Number 9 was built in February 1884 by Cooke for the Denver, South Park & Pacific. Originally numbered 72, the 2-6-0 Consolidation was renumbered 114 a year later in 1885. Four years later, when the DSP&P was reorganized by the Union Pacific as the Denver, Leadville, & Gunnison Railway, it retained that number. In 1893, the Union Pacific went into receivership, as did it's subsidiaries, but the DL&G obtained a separate receivership, which ended in 1898 with the formation of the Colorado & Southern. It was renumbered to 9 the following year. Two years later, it was rebuilt in 1901 and again in 1917. In the late teens, like all other C&S locomotives, it was equipped with the Ridgeway Spark Arrestor, more commonly known as a Bear Trap Stack. It hauled passengers and freight from Denver to Leadville and Breckenridge on the old Denver, Leadville & Gunnison route and from Denver to Blackhawk, Idaho Springs, Georgetown, and Silver Plume on the Colorado Central's Clear Creek branch.

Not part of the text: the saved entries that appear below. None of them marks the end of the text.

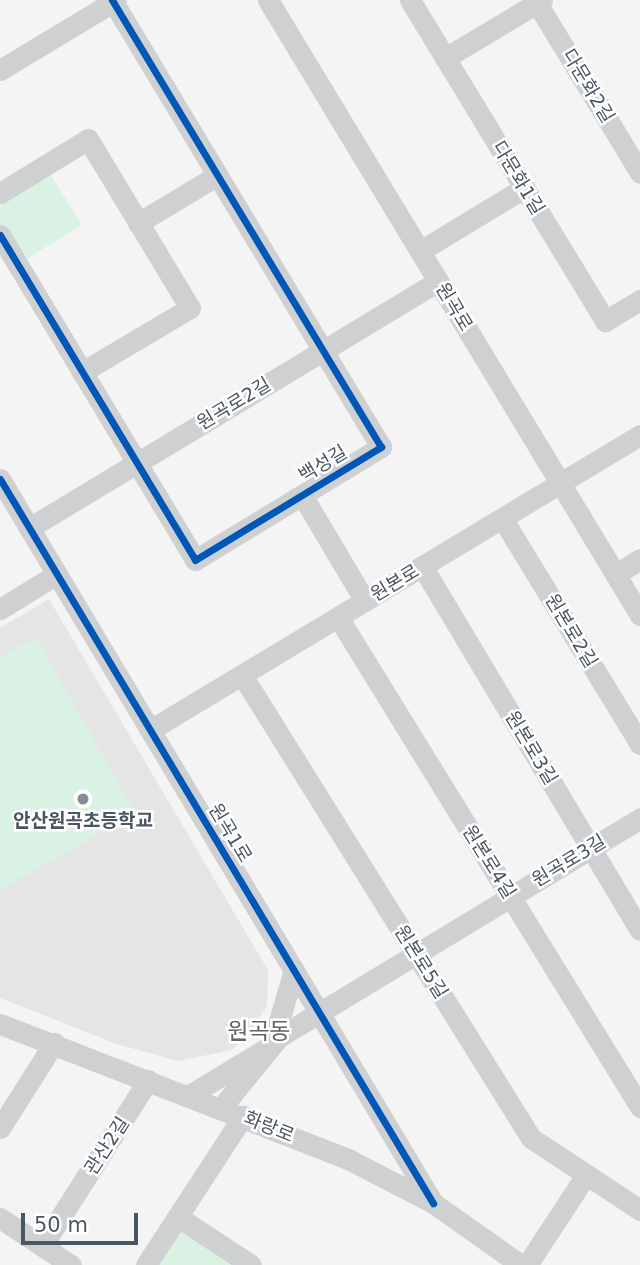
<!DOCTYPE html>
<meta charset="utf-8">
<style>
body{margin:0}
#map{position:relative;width:640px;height:1265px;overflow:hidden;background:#f4f4f4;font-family:"DejaVu Sans","Noto Sans KR",sans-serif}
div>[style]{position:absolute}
.education>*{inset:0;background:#e6e5e6}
.green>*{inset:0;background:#d9f2e3}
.minor>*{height:21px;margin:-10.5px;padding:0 10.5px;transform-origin:10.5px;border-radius:10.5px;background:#ced0d2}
.cycleway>*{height:7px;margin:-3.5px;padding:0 3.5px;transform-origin:3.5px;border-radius:3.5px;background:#0057b8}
.dots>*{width:19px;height:19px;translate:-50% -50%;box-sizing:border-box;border:4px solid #fff;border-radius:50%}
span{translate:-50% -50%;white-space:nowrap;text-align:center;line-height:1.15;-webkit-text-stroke:5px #fff;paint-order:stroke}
.street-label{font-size:19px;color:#4a5661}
.poi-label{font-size:19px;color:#4a5661;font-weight:700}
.quarter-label{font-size:23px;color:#5f6368}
.scale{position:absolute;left:21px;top:1213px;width:117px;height:32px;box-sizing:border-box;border:4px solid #4a5661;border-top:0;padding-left:9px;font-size:21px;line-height:24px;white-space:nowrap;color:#4a5661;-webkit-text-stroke:5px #fff;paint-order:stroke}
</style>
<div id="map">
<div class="education">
<i style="clip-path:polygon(49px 599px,268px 970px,267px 1005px,251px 1032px,232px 1050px,178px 1061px,117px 1044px,0 998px,0 628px)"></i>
</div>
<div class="green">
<i style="clip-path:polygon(50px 174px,82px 225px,23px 261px,0 223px,0 205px)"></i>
<i style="clip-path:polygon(36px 637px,135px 813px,0 890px,0 658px)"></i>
<i style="clip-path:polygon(183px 1226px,240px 1265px,156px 1265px)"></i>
</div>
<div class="minor">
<i style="left:268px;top:0;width:719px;rotate:58.83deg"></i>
<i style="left:410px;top:0;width:376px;rotate:58.7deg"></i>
<i style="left:605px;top:321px;width:41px;rotate:-31deg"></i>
<i style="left:535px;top:0;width:202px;rotate:58.7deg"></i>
<i style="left:445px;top:58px;width:113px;rotate:-30.9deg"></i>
<i style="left:0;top:70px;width:135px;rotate:-31.1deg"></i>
<i style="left:0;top:193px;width:103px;rotate:-31.5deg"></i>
<i style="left:88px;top:139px;width:197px;rotate:58.9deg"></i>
<i style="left:190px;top:308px;width:126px;rotate:149.3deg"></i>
<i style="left:138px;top:223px;width:93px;rotate:-31deg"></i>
<i style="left:0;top:235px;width:379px;rotate:59deg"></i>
<i style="left:195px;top:560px;width:218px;rotate:-31.3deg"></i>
<i style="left:381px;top:447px;width:522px;rotate:-121.04deg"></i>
<i style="left:420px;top:251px;width:122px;rotate:-31.2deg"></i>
<i style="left:0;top:479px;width:844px;rotate:59.12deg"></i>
<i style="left:302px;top:495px;width:123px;rotate:59.3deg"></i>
<i style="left:502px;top:518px;width:265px;rotate:58.6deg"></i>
<i style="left:29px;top:528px;width:478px;rotate:-31.1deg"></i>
<i style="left:422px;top:566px;width:424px;rotate:59.1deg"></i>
<i style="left:616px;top:574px;width:28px;rotate:-32deg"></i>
<i style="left:0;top:609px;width:67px;rotate:-31.6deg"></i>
<i style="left:338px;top:617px;width:576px;rotate:58.35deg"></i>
<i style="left:242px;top:675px;width:546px;rotate:58.03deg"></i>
<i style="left:531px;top:1138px;width:131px;rotate:33.4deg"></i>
<i style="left:150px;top:730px;width:572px;rotate:-31.05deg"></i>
<i style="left:0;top:1024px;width:375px;rotate:21.2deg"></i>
<i style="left:350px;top:1160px;width:93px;rotate:27.4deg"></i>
<i style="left:433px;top:1203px;width:108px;rotate:35.2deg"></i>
<i style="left:188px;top:1096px;width:98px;rotate:-31.3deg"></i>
<i style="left:272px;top:1045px;width:78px;rotate:-73.7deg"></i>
<i style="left:221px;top:1108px;width:92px;rotate:-50.8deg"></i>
<i style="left:279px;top:1037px;width:422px;rotate:-31.2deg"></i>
<i style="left:0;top:1128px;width:101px;rotate:-57.6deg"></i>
<i style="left:178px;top:1217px;width:87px;rotate:33.3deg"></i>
<i style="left:0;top:1218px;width:85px;rotate:33.5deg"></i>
<i style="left:42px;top:1246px;width:197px;rotate:-57.4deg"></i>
<i style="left:146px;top:1265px;width:178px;rotate:-56.9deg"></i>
<i style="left:527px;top:1265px;width:108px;rotate:-56.8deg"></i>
</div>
<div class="cycleway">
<i style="left:0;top:235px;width:379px;rotate:59deg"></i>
<i style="left:195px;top:560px;width:218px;rotate:-31.3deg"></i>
<i style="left:381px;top:447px;width:522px;rotate:-121.04deg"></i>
<i style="left:0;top:479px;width:844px;rotate:59.12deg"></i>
</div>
<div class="dots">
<i style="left:83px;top:799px;background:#868d94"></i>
</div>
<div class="street-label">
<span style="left:588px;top:86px;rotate:59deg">다문화2길</span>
<span style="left:518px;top:178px;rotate:59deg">다문화1길</span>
<span style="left:454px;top:307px;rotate:59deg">원곡로</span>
<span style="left:234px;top:404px;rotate:-31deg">원곡로2길</span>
<span style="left:323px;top:464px;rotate:-31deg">백성길</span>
<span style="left:395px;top:583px;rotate:-31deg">원본로</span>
<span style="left:571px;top:631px;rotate:59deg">원본로2길</span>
<span style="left:531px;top:748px;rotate:59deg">원본로3길</span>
<span style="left:230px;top:833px;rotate:59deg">원곡1로</span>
<span style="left:569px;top:861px;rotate:-31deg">원곡로3길</span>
<span style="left:489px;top:862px;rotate:58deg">원본로4길</span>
<span style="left:421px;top:962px;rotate:58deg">원본로5길</span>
<span style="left:269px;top:1127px;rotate:22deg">화랑로</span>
<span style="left:107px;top:1146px;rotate:-57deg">관산2길</span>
</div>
<div class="poi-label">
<span style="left:83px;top:821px">안산원곡초등학교</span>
</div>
<div class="quarter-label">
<span style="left:259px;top:1031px">원곡동</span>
</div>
<div class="scale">50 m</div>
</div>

From 1929 to 1939, the C&S began to scrap number 9's sister engines, numbers 4 - 13. By the late 1930's, the Great Depression and changing times had slowed the traffic to a trickle and the C&S began to dismantle most of it's narrow gauge lines and convert the rest to standard gauge. No. 9 had the distinction of hauling the last C&S narrow gauge passenger train in 1937 from Leadville to Denver. It was sent to the New York World's Fair 1939 - 1940, stored in Aurora, Illinois until the Chicago Railroad Fair in 1948 - 1949, stored again in Aurora, Illinois, and then sent to the Black Hills Central Railroad in Hill City, South Dakota for display in 1957. In 1988, the Burlington Northern, who had control of the C&S, donated the engine to the Colorado Historical Society. Two years ago, in 2004, it was sent to Uhrich Locomotive Works in Strasburg, Colorado, to be restored to full operation. According to the CHS, Uhrich casted and manufactured over 100 parts to restore the locomotive. Uhrich charged the CHS approximately $231,825. Uhrich delivered No. 9 to the Georgetown Loop Railroad around a month ago and Railstar has spent the last month fine tuning it and getting it ready.

Yesterday, on August 1st, 2006, Colorado Day, it made it's debut on the restored Georgetown Loop Railroad with photo runbys and excursions. It was a scene repeated from nearly a century ago, pulling tourists over Colorado's "far-famed Loop."